Como mencionado anteriormente, desde o início da colonização açoriana no Ribeirão da Ilha as atividades pesqueiras se estabeleceram no local. Entre as décadas de 1970 e 1980, graças à especulação imobiliária e exploração turística que se desenvolveram em Florianópolis, houve intenso processo de urbanização, que provocou a disseminação de práticas pesqueiras industriais. Estas práticas logo foram se espalharam em outros pontos da Ilha, desestabilizando a comunidade pesqueira do Ribeirão da Ilha. Segundo o presidente da Associação de Maricultores do Ribeirão da Ilha, Ademir Dário Menezes, foi a EPAGRI – Empresa de Pesquisa Agropecuária e Extensão Rural de Santa Catarina – que percebendo a forte cultura marítima existente na região, introduziu a maricultura como alternativa de renda para os pescadores que já não conseguiam retirar o seu sustento da atividade pesqueira.

No início, poucos pescadores concordaram em se aventurar no desenvolvimento da nova atividade. No entanto, após menos de um ano, os primeiros a iniciarem o cultivo de mexilhões em cativeiro já estavam colhendo sua produção. Isso incentivou outros pescadores a se interessarem pelo projeto, que se estendeu também para o cultivo de ostras. Com o fortalecimento destas atividades, os antigos pescadores abandonaram definitivamente as atividades pesqueiras e a maricultura passou e a ser a principal fonte de renda e a atividade econômica do Ribeirão da Ilha, compondo uma cadeia de fazendas marinhas, restaurantes e pousadas que geram renda para grande parte da população local. Além disso, o fim das práticas pesqueiras industriais abusivas possibilitou a recuperação das espécies de peixes que estavam desaparecendo.

Segundo pesquisas, a maioria dos maricultores conta com mão de obra familiar. Quando há participação de externos, ocorre apenas nas fases de instalação e retirada da produção do mar. Tal participação familiar resulta em maior engajamento e resultados para o produtor.

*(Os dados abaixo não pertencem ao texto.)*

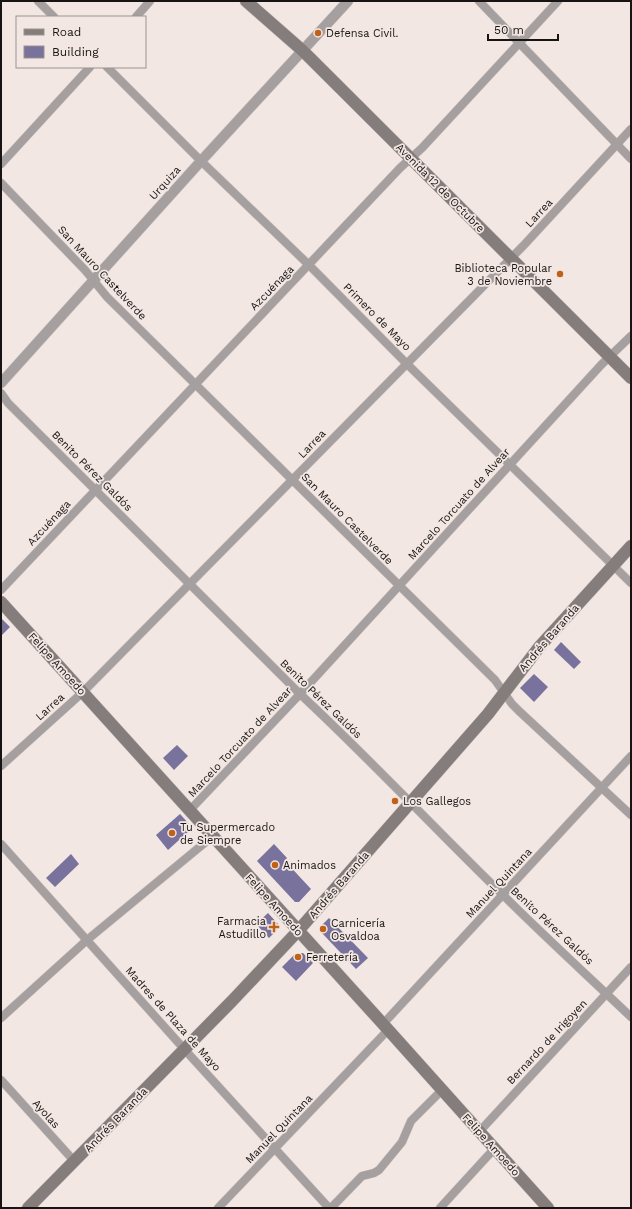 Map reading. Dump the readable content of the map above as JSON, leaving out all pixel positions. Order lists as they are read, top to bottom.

Os maricultores do Ribeirão da Ilha relataram não ter dificuldades na comercialização dos seus produtos, e se encarregam eles mesmos desta atividade, sem necessidade de envolvimento de auxiliares. No entanto, eles ainda encontram dificuldades no escoamento de sua produção.

Visando facilitar a realização da atividade maricultora e a comercialização dos produtos, em 2001 foi criada a COOPERILHA – Cooperativa Aqüicola da Ilha de Santa Catarina. A Cooperilha atua produzindo, fornecendo e comercializando insumos necessários para a atividade; produzindo, padronizando, armazenando, higienizando e industrializando os produtos dos associados; apoiando pesquisas na área aqüicola e promovendo cursos de capacitação para os cooperados. Quando teve início, em 2001, a Cooperilha contava com 25 associados, atualmente são 39 cooperados participando ativamente. A criação da cooperativa vem facilitando o desenvolvimento das atividades maricultoras, buscando os interesses dos associados e, principalmente, melhorando a qualidade da produção.

Assim, o aglomerado de maricultura do Ribeirão vem sendo considerado um modelo de sucesso no Brasil. O envolvimento de instituições como o SEBRAE, a Universidade Federal de Santa Catarina, a UNIVALE (Universidade do Vale do Itajaí) e a EPAGRI possibilita aos produtores maior suporte técnico e o desenvolvimento de uma atividade sustentável e menos agressiva ao ambiente natural. Além disso, a realização de um plano de marketing vem colaborando para a agregação de valor do molusco produzido em Santa Catarina e consolidando um mercado consumidor do produto.

Com a crescente exploração da atividade maricultora, alguns produtores vem deixando de comercializar os moluscos no varejo e já voltam sua produção apenas para a exportação, o que pode fazer com que a atividade perca seu caráter familiar e até deixe de ser realizada pelos moradores do Ribeirão da Ilha. Assim, nota-se a necessidade de organização dos maricultores de forma que se mantenham no seu local de origem e estejam preparados para atenderem as demandas por moluscos.

BIBLIOGRAFIA

SILVA, José da. Um Estudo de Modelos de Gestão de Aglomerados de Maricultura para a Proposição de Arranjo Produtivo Local – APL na Baía de Ilha Grande, Angra dos Reis, RJ, Brasil. Dissertação de Mestrado Profissional Multidisciplinar em Desenvolvimento Local. UNISUAM, 2008.

MAGALHÃES, Angélica; SILVA, Tânia Nunes da. Gestão Cooperativa com Foco na

Qualidade de Alimentos: Um Estudo Aplicado à Maricultura Catarinense. IV Congresso Nacional de Excelência em Gestão, 2008.